GPU Boost for Ansys Fluent

Using the computing power of graphics processing units (GPUs) opens up completely new possibilities for CFD simulations in terms of computing times and performance. The use of GPU technology is natively implemented in Ansys Fluent. Dr. Thomas Zeiser from the Erlangen National High Performance Computing Center (NHR@FAU) has taken a closer look at their performance.

Header_Blog_FAU-GPU-Benchmaks
© Ansys 

Flow simulations are computationally intensive, especially because in computational fluid dynamics (CFD), the level of detail of the models plays a key role in the results. Transient models with many small time steps lead to complex calculations that are difficult to process conventionally within a reasonable time frame. Using High Performance Computing (HPC), common CFD tasks can be solved overnight or over the weekend - on a CPU basis.

This process is even faster when the computing power of the graphics processor is used. Ansys recognized the potential of GPUs early on. Because speed is important, GPU technology is one of the top development topics at Ansys. Beginning in 2022, Ansys Fluent has been reprogrammed so that the GPU calculates faster. This performance is evident in benchmarks that have been confirmed by independent institutions such as the Erlangen National High Performance Computing Center (NHR@FAU) at the University of Erlangen-Nuremberg (FAU). Reduced energy consumption and lower investment costs are welcome side effects.

Why are GPUs so fast?

The design and architecture of GPUs are inherently optimized for parallel data processing. Their thousands of computing cores are particularly suitable for operations that can be easily divided into small packages. In addition to graphics applications, for which they were developed, this also applies to numerical simulations. Additional acceleration results from their memory bandwidth and the immensely fast cache.

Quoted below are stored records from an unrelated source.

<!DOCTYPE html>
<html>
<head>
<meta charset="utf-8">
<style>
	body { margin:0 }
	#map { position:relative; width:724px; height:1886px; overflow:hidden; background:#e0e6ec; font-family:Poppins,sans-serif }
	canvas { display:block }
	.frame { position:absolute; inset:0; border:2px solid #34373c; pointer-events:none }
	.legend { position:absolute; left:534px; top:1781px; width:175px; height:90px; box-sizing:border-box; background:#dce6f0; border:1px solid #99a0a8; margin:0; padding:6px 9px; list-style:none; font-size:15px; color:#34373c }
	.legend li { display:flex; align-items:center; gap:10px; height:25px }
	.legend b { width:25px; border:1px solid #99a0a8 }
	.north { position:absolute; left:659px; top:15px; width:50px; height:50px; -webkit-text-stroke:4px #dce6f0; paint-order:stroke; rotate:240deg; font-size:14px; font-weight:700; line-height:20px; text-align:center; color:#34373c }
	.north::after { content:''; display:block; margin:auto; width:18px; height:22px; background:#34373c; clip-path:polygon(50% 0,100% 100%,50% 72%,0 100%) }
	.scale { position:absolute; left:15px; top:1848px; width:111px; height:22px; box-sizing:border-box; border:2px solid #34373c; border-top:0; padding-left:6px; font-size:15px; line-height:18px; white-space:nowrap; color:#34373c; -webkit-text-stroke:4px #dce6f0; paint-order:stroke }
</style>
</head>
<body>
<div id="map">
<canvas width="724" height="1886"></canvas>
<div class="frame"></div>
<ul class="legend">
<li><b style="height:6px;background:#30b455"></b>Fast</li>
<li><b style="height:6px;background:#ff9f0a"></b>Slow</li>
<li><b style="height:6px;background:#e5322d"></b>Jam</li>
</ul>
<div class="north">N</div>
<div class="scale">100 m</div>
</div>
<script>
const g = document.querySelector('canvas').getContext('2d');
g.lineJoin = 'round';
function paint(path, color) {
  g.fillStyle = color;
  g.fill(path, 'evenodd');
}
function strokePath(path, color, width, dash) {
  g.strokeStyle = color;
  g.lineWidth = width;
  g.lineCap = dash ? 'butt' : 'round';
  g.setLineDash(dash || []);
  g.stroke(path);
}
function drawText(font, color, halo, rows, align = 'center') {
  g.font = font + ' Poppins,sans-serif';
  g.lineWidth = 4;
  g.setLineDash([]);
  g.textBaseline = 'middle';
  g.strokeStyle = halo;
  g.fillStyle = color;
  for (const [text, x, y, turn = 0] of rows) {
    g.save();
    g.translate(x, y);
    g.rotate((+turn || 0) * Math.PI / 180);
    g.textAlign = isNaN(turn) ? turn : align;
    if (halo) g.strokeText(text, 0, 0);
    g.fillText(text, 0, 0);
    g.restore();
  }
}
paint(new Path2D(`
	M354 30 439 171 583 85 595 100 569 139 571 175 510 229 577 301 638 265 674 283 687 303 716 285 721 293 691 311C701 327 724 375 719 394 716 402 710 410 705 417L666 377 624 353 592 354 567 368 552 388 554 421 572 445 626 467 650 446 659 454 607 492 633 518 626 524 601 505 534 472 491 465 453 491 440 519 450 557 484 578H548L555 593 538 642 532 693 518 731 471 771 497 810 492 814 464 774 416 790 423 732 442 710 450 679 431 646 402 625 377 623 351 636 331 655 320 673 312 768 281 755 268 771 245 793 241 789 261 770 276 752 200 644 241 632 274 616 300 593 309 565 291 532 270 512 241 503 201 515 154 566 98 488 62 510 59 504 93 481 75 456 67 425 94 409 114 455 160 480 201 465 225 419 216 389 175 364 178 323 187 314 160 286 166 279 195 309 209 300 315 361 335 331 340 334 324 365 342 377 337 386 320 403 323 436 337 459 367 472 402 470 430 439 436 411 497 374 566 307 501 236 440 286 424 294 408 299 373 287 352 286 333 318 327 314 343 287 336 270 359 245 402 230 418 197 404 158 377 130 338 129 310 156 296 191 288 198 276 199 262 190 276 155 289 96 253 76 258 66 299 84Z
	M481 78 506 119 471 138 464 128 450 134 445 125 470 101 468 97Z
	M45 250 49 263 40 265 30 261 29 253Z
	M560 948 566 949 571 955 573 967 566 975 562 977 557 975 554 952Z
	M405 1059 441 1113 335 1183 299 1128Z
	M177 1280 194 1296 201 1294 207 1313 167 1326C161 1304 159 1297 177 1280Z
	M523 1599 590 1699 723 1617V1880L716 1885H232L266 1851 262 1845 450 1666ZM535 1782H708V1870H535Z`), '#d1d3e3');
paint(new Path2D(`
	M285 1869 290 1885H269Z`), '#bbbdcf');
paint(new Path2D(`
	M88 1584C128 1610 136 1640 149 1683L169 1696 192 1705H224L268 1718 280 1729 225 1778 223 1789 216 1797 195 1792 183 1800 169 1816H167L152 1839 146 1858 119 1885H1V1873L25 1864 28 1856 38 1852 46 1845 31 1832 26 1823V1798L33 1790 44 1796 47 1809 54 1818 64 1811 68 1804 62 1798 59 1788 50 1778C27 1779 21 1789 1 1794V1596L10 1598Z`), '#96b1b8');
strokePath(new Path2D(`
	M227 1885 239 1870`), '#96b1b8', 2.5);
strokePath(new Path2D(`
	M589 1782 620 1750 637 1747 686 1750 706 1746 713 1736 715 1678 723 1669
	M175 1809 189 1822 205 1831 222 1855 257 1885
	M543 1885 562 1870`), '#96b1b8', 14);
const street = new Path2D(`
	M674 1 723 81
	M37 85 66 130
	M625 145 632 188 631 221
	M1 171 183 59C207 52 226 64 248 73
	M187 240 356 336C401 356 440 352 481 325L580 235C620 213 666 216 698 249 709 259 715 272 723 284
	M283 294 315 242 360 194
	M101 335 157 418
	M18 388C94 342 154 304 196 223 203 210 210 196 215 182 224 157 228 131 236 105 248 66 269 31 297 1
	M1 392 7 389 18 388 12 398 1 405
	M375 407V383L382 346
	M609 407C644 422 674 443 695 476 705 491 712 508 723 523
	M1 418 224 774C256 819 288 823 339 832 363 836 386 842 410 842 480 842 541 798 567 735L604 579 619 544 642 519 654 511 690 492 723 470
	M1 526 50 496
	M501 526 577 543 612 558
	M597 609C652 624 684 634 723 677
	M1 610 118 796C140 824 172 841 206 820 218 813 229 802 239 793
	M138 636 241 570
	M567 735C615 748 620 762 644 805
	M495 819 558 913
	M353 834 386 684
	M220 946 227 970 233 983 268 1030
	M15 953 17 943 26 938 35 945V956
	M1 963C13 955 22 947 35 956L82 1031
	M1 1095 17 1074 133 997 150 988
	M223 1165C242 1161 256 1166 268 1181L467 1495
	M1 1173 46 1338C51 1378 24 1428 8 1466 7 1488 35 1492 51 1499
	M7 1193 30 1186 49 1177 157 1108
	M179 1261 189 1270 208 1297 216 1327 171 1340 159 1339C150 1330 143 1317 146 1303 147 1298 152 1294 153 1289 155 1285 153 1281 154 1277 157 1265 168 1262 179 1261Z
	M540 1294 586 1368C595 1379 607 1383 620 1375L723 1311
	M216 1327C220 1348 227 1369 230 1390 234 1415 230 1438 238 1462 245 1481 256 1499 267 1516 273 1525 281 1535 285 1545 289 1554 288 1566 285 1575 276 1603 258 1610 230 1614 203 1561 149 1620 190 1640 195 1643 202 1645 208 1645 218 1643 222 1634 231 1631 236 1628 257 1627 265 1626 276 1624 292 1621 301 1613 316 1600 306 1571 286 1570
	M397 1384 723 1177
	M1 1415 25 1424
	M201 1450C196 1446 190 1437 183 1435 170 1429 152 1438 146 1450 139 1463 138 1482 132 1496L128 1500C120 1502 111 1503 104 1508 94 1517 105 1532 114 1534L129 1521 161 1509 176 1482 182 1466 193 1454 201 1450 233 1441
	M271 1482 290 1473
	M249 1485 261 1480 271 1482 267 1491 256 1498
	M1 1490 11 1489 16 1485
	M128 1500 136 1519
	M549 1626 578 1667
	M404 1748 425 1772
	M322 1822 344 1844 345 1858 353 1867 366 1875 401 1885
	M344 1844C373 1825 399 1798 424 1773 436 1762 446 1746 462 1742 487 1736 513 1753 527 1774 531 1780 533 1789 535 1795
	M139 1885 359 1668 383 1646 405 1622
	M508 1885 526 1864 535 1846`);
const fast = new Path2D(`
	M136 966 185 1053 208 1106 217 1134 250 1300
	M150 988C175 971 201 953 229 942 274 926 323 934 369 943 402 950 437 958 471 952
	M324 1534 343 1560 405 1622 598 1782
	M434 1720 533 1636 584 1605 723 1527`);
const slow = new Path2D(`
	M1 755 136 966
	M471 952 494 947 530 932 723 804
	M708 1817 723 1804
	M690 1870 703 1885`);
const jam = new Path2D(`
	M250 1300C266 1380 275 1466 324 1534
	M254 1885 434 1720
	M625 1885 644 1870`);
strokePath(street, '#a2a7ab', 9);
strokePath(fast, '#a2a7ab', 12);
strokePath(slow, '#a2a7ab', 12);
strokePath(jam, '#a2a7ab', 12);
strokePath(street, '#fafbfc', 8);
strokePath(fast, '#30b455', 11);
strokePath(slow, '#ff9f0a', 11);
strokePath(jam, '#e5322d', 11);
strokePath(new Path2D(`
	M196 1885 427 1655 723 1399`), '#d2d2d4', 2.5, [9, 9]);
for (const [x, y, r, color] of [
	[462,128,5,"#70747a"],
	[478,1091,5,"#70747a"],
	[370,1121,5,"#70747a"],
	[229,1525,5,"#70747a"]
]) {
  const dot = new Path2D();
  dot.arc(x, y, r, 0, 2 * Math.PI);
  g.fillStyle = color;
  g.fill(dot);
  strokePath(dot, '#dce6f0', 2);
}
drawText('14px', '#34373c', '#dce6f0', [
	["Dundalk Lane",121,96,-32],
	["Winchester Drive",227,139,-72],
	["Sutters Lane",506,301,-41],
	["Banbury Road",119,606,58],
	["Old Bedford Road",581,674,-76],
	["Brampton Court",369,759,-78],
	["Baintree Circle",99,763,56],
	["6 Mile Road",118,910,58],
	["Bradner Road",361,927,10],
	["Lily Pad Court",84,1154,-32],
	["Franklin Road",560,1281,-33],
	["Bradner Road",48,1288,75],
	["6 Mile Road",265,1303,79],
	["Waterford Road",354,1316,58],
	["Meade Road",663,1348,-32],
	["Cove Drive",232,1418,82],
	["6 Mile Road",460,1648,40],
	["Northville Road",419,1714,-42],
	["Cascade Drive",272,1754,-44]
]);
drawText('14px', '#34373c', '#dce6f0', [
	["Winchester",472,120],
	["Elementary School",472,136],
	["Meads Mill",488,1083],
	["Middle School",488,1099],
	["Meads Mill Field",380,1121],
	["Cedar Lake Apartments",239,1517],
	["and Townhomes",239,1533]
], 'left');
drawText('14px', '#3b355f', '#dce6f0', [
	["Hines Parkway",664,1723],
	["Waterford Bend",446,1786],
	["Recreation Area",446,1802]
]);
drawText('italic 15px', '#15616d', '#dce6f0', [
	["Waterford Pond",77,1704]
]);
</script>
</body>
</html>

Benchmarks at the Erlangen National High Performance Computing Center

Teaser_Blog_FAU-GPU-Benchmaks_Fritz-Alex-Cluster

“Fritz” and “Alex”, the two supercomputers at the University of Erlangen-Nuremberg | © MEGWARE Computer und vertrieb Computer GmbH

Dr. Thomas Zeiser is keen to point out that he is not an Ansys or simulation expert. However, as head of the System & Services department at NHR@FAU, he is an expert on computing power. He therefore has an objective view of what computationally intensive software such as Ansys Fluent can do under HPC conditions and of comparisons of performance under CPU and GPU usage.

The HPC computing power of his clusters, which are named “Fritz” and “Alex” to match the university’s name, is available to FAU researchers and scientists from all over Germany. FAU is also equipped with a large Ansys Academic Multiphysics and HPC license pool.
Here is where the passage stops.